• **EXERCISE DATA**:

★ ★ ★ ★

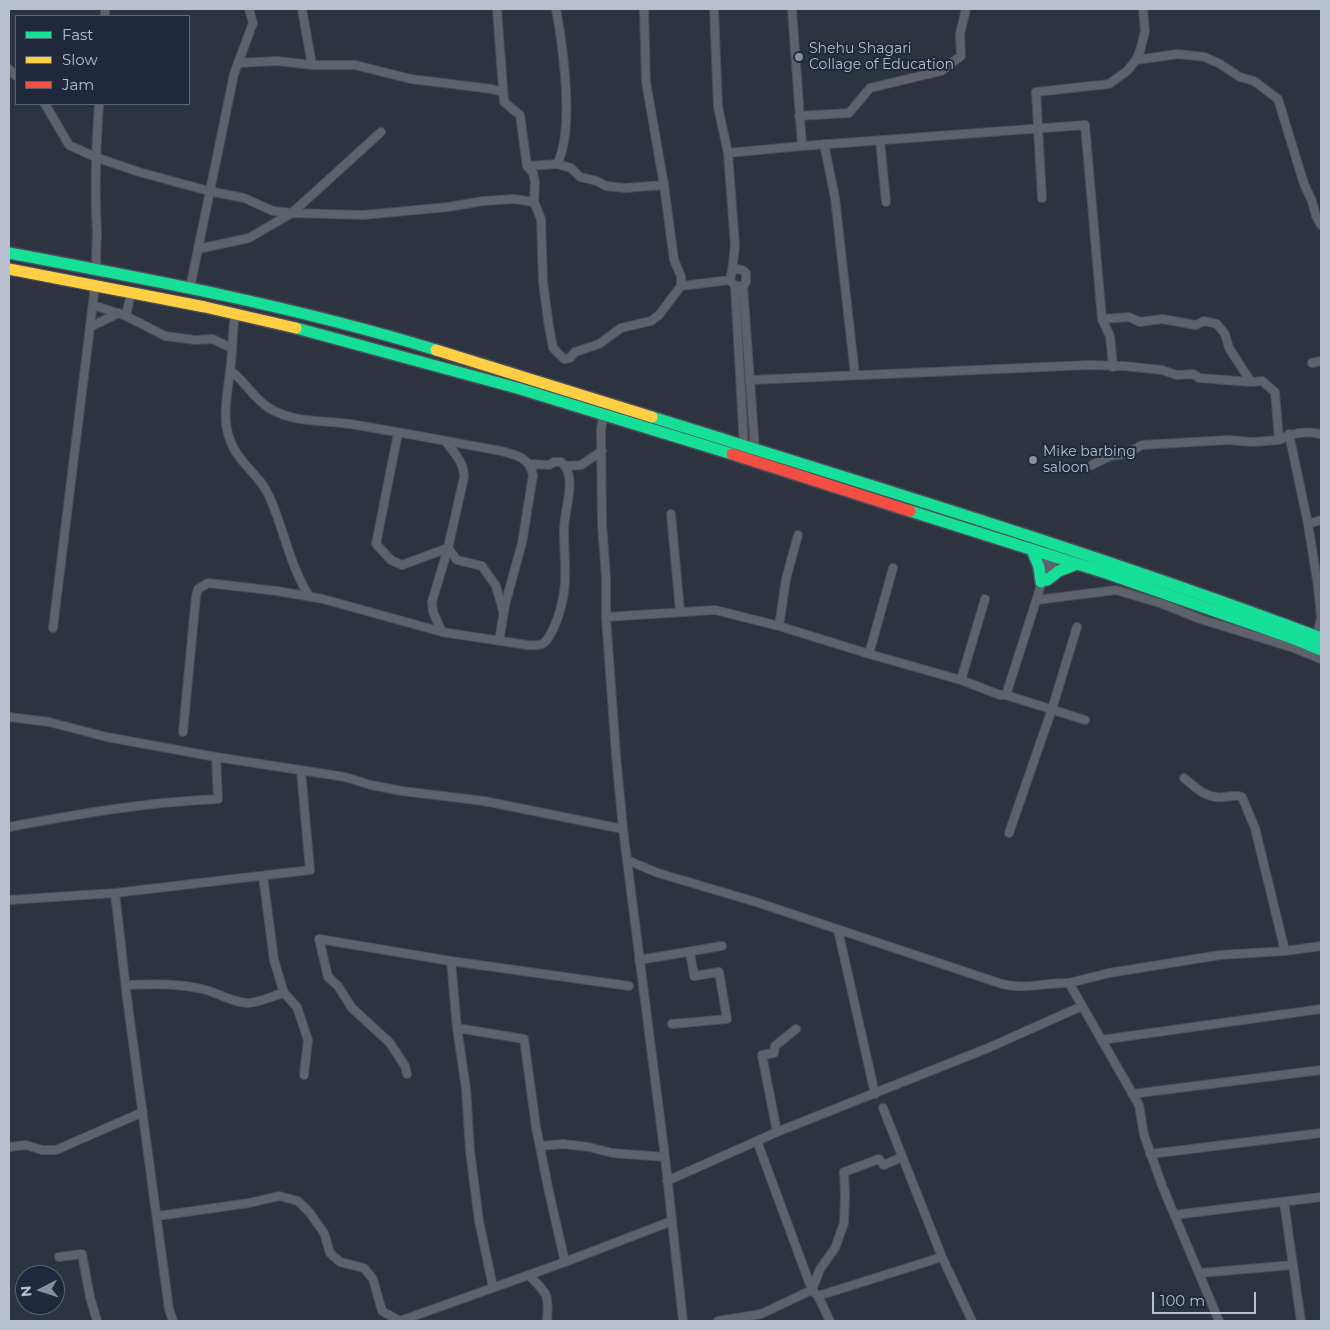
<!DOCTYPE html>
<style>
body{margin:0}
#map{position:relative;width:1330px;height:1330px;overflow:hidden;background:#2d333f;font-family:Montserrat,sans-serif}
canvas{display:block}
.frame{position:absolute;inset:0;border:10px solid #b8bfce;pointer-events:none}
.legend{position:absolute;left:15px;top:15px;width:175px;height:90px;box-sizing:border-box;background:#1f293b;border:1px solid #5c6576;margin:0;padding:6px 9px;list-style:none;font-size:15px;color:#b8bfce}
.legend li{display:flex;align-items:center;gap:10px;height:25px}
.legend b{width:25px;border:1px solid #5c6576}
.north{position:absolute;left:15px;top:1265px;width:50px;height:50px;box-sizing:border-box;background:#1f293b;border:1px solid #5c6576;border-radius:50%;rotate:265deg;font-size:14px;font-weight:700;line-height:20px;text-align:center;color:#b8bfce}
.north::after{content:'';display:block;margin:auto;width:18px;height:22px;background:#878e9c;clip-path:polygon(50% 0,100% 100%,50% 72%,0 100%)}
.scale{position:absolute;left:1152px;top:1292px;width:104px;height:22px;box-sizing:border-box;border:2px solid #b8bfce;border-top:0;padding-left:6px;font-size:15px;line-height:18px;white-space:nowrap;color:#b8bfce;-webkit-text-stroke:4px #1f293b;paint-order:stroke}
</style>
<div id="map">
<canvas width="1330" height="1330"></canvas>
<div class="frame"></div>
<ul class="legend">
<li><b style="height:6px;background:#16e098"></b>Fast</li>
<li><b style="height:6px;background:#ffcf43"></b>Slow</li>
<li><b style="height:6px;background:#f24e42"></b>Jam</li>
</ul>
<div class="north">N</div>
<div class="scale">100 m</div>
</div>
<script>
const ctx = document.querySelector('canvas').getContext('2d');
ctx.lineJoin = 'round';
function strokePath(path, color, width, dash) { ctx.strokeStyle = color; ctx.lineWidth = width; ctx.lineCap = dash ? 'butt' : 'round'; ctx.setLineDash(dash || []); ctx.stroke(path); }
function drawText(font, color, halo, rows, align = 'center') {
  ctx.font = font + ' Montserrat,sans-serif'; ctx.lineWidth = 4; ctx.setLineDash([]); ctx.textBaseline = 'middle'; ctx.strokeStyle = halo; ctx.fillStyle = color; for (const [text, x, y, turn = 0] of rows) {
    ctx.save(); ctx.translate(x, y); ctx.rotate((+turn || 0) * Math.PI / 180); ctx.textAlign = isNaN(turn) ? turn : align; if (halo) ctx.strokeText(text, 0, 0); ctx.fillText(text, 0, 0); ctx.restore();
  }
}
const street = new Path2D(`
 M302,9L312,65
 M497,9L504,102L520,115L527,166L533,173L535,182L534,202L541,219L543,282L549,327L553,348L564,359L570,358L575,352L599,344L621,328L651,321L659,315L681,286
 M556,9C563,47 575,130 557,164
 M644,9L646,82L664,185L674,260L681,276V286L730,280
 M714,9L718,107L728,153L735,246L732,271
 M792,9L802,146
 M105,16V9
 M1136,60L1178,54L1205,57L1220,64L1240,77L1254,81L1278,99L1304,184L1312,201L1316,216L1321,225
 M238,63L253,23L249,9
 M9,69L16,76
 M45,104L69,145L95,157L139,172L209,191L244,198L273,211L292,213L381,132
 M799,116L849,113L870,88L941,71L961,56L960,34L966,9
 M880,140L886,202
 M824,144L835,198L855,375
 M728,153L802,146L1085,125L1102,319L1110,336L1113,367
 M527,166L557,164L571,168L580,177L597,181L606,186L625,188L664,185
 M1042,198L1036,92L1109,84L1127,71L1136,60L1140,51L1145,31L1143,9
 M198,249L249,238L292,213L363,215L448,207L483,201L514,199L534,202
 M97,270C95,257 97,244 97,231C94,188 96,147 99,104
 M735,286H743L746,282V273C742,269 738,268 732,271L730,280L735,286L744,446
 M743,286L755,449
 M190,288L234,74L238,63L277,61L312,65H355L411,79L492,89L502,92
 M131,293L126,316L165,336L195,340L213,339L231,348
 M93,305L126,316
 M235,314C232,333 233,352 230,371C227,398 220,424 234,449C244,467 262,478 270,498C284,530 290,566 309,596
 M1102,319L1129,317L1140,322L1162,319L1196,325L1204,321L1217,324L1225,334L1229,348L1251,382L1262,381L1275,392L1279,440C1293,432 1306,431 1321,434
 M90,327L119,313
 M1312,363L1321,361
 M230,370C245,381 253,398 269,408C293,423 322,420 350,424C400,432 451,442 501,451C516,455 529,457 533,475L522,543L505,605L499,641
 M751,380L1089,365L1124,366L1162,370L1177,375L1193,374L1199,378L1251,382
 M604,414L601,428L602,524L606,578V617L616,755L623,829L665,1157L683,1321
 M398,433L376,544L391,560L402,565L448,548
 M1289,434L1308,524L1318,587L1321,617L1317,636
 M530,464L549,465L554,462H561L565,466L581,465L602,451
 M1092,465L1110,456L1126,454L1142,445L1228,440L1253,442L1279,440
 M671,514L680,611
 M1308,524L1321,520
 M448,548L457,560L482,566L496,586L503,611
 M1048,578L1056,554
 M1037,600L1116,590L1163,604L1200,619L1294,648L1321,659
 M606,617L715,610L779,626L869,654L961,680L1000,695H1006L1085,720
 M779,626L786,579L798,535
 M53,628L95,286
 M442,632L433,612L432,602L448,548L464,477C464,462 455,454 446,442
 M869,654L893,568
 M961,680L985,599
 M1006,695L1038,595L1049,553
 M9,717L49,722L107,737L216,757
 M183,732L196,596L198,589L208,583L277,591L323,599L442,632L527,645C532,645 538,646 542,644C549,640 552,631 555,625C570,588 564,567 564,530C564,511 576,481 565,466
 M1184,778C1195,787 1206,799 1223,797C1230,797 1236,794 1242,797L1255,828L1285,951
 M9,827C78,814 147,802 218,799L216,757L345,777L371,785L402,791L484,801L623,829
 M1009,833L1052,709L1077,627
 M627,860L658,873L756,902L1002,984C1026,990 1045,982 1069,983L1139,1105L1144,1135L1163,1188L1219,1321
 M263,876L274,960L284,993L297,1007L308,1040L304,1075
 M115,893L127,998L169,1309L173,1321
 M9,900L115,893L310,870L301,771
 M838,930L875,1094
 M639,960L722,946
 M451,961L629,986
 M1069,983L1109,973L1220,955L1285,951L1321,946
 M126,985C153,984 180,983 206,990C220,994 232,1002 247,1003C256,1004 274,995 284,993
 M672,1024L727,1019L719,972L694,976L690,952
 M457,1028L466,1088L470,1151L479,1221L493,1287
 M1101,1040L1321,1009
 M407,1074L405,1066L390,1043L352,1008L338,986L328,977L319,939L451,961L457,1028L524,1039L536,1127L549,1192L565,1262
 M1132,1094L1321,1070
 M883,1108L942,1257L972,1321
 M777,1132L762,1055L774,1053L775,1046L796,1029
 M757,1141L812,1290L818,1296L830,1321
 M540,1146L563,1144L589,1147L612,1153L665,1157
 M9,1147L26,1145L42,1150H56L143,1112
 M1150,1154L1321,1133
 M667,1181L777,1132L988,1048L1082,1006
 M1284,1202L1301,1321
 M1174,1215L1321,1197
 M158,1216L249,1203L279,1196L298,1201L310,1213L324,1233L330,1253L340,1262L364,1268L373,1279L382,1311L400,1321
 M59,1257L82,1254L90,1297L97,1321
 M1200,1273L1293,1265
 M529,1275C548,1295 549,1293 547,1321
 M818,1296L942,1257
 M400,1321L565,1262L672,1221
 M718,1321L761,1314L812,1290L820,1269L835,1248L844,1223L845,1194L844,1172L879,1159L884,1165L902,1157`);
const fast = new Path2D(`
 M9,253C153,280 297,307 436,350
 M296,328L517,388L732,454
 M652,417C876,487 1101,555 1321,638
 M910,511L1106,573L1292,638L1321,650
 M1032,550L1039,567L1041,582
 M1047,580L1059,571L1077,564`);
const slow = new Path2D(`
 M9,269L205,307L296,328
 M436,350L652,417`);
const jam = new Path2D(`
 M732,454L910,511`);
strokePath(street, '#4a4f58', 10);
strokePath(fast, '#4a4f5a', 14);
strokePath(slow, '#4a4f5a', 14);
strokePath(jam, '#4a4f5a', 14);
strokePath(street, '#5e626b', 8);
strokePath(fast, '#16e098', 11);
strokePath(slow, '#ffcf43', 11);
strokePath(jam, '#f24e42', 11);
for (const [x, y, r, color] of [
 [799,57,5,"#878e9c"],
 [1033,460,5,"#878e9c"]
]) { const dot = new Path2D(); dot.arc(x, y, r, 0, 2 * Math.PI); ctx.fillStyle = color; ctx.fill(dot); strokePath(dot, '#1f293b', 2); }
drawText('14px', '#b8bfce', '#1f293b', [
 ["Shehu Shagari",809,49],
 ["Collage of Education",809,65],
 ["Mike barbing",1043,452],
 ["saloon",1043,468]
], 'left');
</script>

★ ★ ★ ★

• **WHAT TO WORK ON**: Go to the line with "ctx.font = font" in the entries above and repeat every line from there through the line with "M824,144L835,198L855,375", exactly and with no other text.

• **TASK SOLUTION**:
  ctx.font = font + ' Montserrat,sans-serif'; ctx.lineWidth = 4; ctx.setLineDash([]); ctx.textBaseline = 'middle'; ctx.strokeStyle = halo; ctx.fillStyle = color; for (const [text, x, y, turn = 0] of rows) {
    ctx.save(); ctx.translate(x, y); ctx.rotate((+turn || 0) * Math.PI / 180); ctx.textAlign = isNaN(turn) ? turn : align; if (halo) ctx.strokeText(text, 0, 0); ctx.fillText(text, 0, 0); ctx.restore();
  }
}
const street = new Path2D(`
 M302,9L312,65
 M497,9L504,102L520,115L527,166L533,173L535,182L534,202L541,219L543,282L549,327L553,348L564,359L570,358L575,352L599,344L621,328L651,321L659,315L681,286
 M556,9C563,47 575,130 557,164
 M644,9L646,82L664,185L674,260L681,276V286L730,280
 M714,9L718,107L728,153L735,246L732,271
 M792,9L802,146
 M105,16V9
 M1136,60L1178,54L1205,57L1220,64L1240,77L1254,81L1278,99L1304,184L1312,201L1316,216L1321,225
 M238,63L253,23L249,9
 M9,69L16,76
 M45,104L69,145L95,157L139,172L209,191L244,198L273,211L292,213L381,132
 M799,116L849,113L870,88L941,71L961,56L960,34L966,9
 M880,140L886,202
 M824,144L835,198L855,375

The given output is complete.